→ WHAT TO DO:
Would you retype every line below without changing anything?

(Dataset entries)
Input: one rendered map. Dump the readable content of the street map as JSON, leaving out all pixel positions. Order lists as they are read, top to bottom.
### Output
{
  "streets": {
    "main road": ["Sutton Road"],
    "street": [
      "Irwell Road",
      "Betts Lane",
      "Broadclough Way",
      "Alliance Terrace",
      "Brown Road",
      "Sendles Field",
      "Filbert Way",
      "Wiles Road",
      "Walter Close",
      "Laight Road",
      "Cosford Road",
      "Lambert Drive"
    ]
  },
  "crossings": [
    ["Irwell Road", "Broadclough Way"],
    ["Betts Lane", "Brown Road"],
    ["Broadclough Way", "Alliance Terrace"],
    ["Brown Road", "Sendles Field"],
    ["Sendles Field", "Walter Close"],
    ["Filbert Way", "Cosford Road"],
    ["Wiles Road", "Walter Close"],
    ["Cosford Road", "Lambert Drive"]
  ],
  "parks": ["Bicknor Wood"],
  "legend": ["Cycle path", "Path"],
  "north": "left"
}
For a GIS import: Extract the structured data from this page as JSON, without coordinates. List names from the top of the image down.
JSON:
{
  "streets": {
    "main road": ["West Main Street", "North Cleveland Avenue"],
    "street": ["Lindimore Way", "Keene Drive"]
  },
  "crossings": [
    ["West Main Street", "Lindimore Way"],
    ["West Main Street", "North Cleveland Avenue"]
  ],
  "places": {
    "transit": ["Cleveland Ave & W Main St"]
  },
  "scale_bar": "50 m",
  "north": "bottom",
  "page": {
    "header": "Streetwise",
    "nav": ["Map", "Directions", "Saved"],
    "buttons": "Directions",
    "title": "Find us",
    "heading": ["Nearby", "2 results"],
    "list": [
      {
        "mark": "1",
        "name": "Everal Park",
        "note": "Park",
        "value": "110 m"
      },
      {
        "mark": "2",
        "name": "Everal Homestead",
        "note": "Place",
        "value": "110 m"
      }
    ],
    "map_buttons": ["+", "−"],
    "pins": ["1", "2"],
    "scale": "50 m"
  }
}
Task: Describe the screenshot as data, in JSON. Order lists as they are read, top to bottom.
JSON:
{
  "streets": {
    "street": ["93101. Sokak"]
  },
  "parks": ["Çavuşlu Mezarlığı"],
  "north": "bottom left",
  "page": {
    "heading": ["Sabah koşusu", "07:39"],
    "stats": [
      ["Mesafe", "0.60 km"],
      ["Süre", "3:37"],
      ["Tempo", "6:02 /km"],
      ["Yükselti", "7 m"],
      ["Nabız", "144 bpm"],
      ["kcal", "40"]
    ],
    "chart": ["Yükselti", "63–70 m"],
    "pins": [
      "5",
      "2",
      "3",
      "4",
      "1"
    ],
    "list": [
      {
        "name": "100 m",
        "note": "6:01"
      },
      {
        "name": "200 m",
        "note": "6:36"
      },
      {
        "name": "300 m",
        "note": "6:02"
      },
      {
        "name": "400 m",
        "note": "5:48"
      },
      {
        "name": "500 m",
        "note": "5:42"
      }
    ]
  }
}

→ TASK ANSWER:
Input: one rendered map. Dump the readable content of the street map as JSON, leaving out all pixel positions. Order lists as they are read, top to bottom.
### Output
{
  "streets": {
    "main road": ["Sutton Road"],
    "street": [
      "Irwell Road",
      "Betts Lane",
      "Broadclough Way",
      "Alliance Terrace",
      "Brown Road",
      "Sendles Field",
      "Filbert Way",
      "Wiles Road",
      "Walter Close",
      "Laight Road",
      "Cosford Road",
      "Lambert Drive"
    ]
  },
  "crossings": [
    ["Irwell Road", "Broadclough Way"],
    ["Betts Lane", "Brown Road"],
    ["Broadclough Way", "Alliance Terrace"],
    ["Brown Road", "Sendles Field"],
    ["Sendles Field", "Walter Close"],
    ["Filbert Way", "Cosford Road"],
    ["Wiles Road", "Walter Close"],
    ["Cosford Road", "Lambert Drive"]
  ],
  "parks": ["Bicknor Wood"],
  "legend": ["Cycle path", "Path"],
  "north": "left"
}
For a GIS import: Extract the structured data from this page as JSON, without coordinates. List names from the top of the image down.
JSON:
{
  "streets": {
    "main road": ["West Main Street", "North Cleveland Avenue"],
    "street": ["Lindimore Way", "Keene Drive"]
  },
  "crossings": [
    ["West Main Street", "Lindimore Way"],
    ["West Main Street", "North Cleveland Avenue"]
  ],
  "places": {
    "transit": ["Cleveland Ave & W Main St"]
  },
  "scale_bar": "50 m",
  "north": "bottom",
  "page": {
    "header": "Streetwise",
    "nav": ["Map", "Directions", "Saved"],
    "buttons": "Directions",
    "title": "Find us",
    "heading": ["Nearby", "2 results"],
    "list": [
      {
        "mark": "1",
        "name": "Everal Park",
        "note": "Park",
        "value": "110 m"
      },
      {
        "mark": "2",
        "name": "Everal Homestead",
        "note": "Place",
        "value": "110 m"
      }
    ],
    "map_buttons": ["+", "−"],
    "pins": ["1", "2"],
    "scale": "50 m"
  }
}
Task: Describe the screenshot as data, in JSON. Order lists as they are read, top to bottom.
JSON:
{
  "streets": {
    "street": ["93101. Sokak"]
  },
  "parks": ["Çavuşlu Mezarlığı"],
  "north": "bottom left",
  "page": {
    "heading": ["Sabah koşusu", "07:39"],
    "stats": [
      ["Mesafe", "0.60 km"],
      ["Süre", "3:37"],
      ["Tempo", "6:02 /km"],
      ["Yükselti", "7 m"],
      ["Nabız", "144 bpm"],
      ["kcal", "40"]
    ],
    "chart": ["Yükselti", "63–70 m"],
    "pins": [
      "5",
      "2",
      "3",
      "4",
      "1"
    ],
    "list": [
      {
        "name": "100 m",
        "note": "6:01"
      },
      {
        "name": "200 m",
        "note": "6:36"
      },
      {
        "name": "300 m",
        "note": "6:02"
      },
      {
        "name": "400 m",
        "note": "5:48"
      },
      {
        "name": "500 m",
        "note": "5:42"
      }
    ]
  }
}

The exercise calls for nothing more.